* TASK INSTRUCTIONS: How many lines in the records below contain the word "direction"? Answer with the number and nothing else.

* MATERIAL TO PROCESS:
┄┄┄┄┄┄┄┄┄┄┄┄┄┄┄┄┄┄┄┄

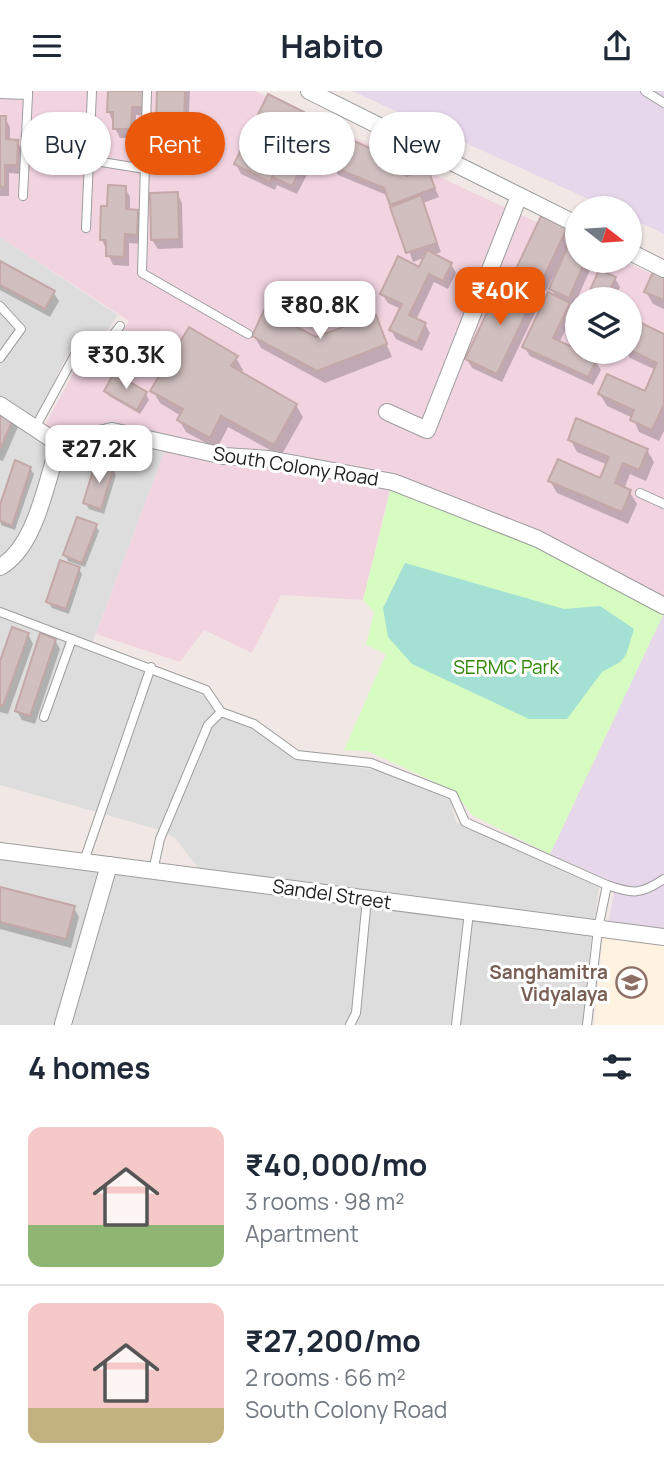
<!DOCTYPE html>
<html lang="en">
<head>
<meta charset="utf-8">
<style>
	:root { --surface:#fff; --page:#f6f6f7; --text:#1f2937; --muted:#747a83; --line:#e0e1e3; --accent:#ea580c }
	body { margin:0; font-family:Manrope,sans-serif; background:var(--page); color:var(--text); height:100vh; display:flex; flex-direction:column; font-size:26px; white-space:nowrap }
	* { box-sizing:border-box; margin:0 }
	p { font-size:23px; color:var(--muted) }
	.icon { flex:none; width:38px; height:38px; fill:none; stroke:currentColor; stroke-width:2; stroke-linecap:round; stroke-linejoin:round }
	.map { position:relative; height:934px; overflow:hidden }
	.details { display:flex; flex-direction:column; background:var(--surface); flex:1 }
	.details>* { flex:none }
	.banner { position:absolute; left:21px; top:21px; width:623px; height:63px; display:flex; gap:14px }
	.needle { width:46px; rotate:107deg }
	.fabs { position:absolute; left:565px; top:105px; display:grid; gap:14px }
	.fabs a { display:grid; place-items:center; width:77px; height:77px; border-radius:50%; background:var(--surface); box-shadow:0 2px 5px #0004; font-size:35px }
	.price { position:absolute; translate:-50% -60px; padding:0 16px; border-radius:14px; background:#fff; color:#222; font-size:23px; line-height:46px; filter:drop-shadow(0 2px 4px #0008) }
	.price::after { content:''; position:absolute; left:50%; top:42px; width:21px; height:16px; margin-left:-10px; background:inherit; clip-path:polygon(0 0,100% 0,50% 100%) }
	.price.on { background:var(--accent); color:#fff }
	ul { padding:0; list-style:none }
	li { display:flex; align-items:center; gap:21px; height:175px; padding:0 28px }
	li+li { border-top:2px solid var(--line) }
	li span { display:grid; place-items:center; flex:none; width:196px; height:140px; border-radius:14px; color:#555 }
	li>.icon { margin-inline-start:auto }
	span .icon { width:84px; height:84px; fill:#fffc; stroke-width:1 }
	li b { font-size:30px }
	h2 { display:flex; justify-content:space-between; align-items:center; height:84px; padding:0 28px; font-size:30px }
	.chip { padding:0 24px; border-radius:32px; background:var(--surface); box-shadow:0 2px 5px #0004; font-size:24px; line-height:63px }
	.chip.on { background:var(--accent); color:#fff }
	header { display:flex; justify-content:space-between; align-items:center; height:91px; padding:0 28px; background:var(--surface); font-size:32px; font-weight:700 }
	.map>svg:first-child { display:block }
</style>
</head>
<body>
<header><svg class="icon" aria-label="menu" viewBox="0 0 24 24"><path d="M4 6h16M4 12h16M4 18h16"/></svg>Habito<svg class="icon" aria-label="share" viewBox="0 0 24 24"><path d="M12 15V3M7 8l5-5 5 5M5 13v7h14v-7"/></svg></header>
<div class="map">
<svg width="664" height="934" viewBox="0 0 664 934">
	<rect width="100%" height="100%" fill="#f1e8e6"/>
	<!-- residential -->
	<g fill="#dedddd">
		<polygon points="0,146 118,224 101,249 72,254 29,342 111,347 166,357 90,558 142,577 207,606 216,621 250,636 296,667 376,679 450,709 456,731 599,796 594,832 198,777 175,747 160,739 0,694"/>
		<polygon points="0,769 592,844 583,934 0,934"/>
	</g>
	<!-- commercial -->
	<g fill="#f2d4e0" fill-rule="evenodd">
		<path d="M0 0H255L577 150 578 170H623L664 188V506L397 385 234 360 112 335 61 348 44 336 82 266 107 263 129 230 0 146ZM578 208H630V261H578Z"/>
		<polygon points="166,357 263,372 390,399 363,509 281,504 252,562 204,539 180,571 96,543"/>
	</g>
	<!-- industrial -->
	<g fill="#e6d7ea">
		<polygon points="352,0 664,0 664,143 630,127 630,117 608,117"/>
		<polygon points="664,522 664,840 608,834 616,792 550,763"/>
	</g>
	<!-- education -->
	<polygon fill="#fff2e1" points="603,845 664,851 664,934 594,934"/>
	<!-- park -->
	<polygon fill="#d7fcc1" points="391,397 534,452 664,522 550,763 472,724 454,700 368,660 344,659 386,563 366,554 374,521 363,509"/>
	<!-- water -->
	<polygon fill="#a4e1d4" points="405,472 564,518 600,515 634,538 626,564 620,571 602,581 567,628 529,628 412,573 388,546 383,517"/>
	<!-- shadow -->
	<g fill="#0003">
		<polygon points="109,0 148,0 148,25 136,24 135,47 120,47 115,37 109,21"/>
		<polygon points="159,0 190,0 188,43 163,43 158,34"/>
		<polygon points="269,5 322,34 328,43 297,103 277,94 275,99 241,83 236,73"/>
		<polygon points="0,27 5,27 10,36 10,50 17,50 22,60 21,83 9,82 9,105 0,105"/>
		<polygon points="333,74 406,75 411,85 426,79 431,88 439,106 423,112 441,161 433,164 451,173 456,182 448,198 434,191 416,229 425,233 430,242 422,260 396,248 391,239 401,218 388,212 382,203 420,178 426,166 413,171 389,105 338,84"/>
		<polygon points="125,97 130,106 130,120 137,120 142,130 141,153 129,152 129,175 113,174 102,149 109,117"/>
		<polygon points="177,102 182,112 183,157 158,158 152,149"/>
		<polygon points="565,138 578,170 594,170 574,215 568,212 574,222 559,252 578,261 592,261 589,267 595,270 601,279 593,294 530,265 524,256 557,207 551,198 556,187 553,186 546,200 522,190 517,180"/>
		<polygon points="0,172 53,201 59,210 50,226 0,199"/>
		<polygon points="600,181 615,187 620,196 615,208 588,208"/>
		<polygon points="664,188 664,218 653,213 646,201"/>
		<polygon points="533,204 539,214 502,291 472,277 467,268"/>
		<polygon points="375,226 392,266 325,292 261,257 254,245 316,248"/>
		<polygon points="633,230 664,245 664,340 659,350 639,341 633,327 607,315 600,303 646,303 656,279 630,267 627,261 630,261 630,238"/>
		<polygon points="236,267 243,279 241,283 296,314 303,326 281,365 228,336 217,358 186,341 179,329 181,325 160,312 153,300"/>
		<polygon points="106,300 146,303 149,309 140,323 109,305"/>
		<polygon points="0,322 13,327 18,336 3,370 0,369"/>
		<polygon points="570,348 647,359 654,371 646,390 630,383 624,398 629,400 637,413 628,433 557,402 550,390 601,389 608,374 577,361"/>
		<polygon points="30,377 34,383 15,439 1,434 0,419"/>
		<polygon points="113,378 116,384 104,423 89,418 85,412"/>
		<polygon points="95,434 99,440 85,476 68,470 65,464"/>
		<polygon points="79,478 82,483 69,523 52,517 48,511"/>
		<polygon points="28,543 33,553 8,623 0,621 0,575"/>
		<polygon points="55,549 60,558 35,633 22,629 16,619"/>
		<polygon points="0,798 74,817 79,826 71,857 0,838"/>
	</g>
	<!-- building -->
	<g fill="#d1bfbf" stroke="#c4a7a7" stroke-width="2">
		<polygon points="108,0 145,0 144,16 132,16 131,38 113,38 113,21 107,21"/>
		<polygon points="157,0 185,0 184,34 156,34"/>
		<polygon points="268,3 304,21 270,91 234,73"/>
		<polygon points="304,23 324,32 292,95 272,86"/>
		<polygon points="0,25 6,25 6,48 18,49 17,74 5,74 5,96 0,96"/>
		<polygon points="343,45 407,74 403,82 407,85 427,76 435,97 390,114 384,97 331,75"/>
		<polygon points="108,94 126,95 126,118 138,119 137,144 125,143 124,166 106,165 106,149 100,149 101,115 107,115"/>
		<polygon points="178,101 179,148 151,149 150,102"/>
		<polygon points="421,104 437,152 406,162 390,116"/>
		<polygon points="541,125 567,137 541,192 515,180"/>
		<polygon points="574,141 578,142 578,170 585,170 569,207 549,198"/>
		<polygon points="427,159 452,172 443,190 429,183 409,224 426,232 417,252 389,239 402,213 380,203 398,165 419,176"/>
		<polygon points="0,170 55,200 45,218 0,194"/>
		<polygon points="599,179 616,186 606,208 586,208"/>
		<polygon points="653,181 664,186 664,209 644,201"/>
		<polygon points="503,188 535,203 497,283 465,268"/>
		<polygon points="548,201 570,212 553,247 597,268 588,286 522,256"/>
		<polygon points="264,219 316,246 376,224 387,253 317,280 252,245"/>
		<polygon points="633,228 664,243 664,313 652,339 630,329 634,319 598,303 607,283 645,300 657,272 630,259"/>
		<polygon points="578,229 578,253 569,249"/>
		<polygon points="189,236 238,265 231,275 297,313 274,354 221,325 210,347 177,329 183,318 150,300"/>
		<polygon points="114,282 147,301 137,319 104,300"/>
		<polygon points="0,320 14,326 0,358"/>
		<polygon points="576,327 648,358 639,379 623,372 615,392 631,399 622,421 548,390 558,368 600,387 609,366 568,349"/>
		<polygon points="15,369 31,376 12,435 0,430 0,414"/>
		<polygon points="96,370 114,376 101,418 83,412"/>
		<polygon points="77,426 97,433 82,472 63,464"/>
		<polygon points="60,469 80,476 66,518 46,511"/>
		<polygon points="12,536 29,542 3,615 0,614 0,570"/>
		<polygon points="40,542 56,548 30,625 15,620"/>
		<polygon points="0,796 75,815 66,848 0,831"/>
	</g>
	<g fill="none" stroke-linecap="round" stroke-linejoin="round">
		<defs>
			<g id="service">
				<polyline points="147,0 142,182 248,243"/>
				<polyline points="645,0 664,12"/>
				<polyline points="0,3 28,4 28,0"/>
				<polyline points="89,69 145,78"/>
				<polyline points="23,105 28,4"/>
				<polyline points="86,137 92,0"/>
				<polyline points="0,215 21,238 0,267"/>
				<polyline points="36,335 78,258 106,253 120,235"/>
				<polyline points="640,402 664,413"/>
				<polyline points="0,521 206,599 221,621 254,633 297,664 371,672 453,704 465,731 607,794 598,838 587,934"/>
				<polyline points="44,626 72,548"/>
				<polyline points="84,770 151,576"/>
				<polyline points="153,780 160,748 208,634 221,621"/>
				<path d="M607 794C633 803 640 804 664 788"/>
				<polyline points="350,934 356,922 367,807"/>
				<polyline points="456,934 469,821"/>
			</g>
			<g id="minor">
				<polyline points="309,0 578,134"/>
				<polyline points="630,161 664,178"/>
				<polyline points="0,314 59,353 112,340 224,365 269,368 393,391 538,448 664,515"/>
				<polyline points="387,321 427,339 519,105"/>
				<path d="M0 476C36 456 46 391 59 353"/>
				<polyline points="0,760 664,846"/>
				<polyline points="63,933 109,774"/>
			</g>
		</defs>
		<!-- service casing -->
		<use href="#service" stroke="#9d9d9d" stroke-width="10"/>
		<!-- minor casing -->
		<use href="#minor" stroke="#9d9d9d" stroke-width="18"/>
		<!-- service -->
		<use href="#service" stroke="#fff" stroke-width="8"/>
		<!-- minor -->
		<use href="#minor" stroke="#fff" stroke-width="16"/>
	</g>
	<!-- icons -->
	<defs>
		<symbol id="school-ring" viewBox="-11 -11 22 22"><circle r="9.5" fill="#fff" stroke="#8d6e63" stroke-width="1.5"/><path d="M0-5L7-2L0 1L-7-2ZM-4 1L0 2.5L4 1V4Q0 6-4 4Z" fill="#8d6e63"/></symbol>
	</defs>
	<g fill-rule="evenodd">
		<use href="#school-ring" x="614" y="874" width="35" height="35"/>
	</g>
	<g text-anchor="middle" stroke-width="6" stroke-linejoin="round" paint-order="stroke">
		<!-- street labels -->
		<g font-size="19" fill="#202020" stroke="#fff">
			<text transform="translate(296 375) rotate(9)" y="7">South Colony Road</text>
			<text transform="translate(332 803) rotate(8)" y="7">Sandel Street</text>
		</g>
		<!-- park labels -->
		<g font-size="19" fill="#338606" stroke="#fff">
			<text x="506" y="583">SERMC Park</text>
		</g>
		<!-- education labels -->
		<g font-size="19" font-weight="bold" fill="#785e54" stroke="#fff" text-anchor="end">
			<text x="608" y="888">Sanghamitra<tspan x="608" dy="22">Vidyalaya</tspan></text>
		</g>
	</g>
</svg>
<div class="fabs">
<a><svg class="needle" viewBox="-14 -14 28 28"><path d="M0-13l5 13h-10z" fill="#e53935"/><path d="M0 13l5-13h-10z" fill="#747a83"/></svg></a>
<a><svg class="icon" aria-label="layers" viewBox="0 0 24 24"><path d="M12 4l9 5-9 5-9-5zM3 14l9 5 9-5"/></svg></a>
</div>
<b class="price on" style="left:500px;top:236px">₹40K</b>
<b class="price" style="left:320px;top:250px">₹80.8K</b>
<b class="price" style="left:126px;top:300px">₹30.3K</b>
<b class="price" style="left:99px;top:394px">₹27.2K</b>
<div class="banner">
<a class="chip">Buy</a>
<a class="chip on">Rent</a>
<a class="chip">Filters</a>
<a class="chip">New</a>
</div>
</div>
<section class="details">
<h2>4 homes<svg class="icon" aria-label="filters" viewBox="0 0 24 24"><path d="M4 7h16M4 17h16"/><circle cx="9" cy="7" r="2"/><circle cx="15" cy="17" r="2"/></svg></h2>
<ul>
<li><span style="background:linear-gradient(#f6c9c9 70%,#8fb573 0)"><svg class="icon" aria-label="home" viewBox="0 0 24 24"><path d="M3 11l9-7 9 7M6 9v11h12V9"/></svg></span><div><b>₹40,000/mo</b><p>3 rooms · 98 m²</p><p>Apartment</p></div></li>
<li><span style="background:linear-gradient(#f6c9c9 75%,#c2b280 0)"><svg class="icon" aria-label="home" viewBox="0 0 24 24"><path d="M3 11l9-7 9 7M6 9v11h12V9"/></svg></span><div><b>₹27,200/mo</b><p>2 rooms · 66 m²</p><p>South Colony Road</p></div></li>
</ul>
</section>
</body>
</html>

┄┄┄┄┄┄┄┄┄┄┄┄┄┄┄┄┄┄┄┄

* RESULT OF THIS EXERCISE: 2